• _TASK TO COMPLETE_: How many lines in the records below contain the word "function"? Give only the number.

• _Records contained in a dataset_:
+++
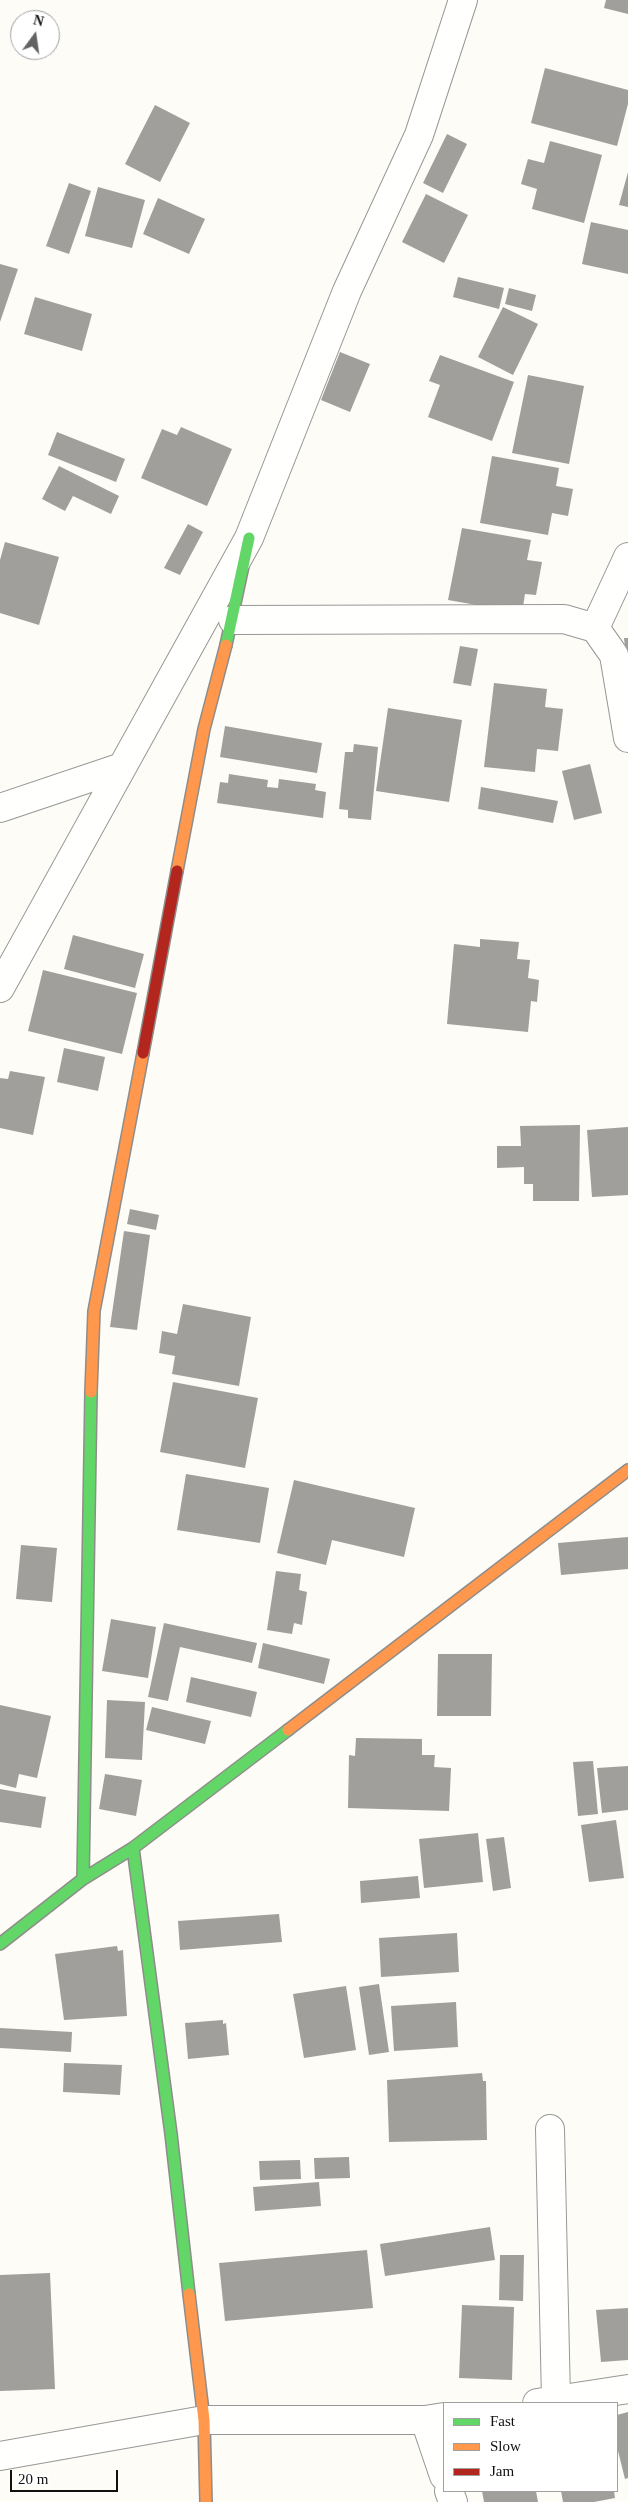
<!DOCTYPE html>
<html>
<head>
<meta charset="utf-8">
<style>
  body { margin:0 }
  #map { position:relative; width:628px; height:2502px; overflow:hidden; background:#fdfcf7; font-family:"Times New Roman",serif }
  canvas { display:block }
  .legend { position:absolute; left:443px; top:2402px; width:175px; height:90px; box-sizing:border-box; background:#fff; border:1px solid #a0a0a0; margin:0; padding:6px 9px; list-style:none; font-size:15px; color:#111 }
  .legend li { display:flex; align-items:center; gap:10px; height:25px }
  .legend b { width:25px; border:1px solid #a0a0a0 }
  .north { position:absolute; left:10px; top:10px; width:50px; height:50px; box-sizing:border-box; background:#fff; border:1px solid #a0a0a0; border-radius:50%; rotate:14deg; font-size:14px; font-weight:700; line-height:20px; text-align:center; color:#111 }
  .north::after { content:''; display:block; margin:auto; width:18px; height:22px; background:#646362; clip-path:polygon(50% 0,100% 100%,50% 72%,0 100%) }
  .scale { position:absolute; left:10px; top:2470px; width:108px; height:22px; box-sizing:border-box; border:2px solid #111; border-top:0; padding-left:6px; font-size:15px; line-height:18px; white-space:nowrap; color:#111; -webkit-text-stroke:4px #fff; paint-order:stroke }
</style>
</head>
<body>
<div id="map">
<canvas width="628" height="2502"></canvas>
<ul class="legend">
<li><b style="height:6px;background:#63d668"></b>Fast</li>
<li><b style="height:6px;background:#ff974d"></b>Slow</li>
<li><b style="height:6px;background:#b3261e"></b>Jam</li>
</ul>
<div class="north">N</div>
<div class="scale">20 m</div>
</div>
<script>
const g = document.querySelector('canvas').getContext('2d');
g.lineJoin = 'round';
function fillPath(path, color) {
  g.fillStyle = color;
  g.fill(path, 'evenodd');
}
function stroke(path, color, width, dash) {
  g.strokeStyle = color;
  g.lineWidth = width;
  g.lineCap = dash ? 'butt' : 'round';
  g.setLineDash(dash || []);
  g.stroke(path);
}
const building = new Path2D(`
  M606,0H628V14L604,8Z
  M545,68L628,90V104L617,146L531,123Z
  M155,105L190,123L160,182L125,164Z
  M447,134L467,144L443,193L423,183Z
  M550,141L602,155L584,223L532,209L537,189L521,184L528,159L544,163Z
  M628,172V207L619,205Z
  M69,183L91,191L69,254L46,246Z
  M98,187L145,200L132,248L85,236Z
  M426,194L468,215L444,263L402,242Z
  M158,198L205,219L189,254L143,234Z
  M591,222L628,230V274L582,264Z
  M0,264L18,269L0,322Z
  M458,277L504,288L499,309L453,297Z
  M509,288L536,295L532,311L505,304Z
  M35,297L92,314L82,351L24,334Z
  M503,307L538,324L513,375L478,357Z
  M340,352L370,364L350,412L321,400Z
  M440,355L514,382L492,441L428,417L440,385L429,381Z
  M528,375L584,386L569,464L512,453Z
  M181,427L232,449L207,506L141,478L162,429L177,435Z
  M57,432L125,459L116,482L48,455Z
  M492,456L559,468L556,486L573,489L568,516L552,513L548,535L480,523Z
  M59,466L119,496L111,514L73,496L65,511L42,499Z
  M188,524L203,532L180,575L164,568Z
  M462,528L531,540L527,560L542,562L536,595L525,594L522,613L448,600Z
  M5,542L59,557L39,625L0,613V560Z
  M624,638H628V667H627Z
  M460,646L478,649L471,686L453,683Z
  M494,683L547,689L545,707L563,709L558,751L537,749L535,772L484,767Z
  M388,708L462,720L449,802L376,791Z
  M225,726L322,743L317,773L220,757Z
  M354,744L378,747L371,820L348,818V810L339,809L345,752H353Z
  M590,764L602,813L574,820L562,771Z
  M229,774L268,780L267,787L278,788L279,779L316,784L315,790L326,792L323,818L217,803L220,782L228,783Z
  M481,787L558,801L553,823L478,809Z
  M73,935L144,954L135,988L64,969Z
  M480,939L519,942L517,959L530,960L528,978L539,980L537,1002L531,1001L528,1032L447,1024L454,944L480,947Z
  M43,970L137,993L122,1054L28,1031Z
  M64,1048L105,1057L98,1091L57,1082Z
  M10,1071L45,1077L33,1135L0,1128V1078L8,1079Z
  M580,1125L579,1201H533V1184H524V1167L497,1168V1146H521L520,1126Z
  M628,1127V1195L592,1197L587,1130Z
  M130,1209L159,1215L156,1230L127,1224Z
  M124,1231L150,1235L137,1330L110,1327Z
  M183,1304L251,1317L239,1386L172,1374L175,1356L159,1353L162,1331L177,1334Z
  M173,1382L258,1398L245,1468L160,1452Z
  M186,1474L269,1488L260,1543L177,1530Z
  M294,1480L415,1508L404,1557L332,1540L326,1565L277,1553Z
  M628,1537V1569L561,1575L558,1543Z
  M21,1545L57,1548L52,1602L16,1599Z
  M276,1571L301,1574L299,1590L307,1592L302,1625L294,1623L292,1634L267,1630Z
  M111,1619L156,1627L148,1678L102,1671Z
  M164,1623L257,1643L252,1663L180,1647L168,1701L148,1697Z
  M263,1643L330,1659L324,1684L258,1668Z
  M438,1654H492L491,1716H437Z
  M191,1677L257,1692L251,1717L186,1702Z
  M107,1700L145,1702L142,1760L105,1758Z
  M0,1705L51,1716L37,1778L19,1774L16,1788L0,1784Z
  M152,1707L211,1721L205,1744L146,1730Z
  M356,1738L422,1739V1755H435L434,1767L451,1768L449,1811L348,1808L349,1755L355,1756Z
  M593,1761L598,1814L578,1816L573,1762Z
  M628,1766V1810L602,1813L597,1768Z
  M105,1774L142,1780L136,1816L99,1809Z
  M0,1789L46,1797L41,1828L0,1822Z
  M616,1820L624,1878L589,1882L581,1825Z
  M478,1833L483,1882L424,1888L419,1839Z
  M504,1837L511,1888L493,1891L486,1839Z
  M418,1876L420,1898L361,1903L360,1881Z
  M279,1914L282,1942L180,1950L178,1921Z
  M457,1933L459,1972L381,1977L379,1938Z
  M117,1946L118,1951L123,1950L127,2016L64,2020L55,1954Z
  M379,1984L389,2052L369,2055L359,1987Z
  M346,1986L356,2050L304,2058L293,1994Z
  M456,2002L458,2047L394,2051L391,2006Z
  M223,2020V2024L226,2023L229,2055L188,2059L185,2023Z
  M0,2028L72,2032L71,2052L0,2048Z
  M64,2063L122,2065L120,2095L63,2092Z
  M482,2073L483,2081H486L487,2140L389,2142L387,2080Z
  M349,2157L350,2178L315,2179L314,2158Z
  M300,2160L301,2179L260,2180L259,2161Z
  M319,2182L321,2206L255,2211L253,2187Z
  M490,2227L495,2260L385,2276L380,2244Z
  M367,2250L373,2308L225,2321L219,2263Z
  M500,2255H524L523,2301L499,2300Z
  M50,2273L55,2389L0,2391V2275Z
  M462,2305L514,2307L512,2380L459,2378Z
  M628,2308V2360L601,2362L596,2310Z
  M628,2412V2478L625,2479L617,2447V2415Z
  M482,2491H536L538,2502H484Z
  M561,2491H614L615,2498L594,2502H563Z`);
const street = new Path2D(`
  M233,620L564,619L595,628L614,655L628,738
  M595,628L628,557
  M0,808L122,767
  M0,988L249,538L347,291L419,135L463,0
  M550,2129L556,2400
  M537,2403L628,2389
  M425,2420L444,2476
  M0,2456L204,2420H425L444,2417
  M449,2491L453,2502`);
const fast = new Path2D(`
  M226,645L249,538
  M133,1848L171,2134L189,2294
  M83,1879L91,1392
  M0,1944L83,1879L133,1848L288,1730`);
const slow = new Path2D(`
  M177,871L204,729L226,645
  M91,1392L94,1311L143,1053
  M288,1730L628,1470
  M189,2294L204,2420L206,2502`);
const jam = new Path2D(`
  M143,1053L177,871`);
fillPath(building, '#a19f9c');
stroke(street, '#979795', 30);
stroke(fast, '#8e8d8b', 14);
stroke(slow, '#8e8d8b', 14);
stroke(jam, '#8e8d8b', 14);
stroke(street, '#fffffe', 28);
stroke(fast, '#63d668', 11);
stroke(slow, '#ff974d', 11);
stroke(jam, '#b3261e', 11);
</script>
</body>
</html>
+++
• _ANSWER BOX_: 2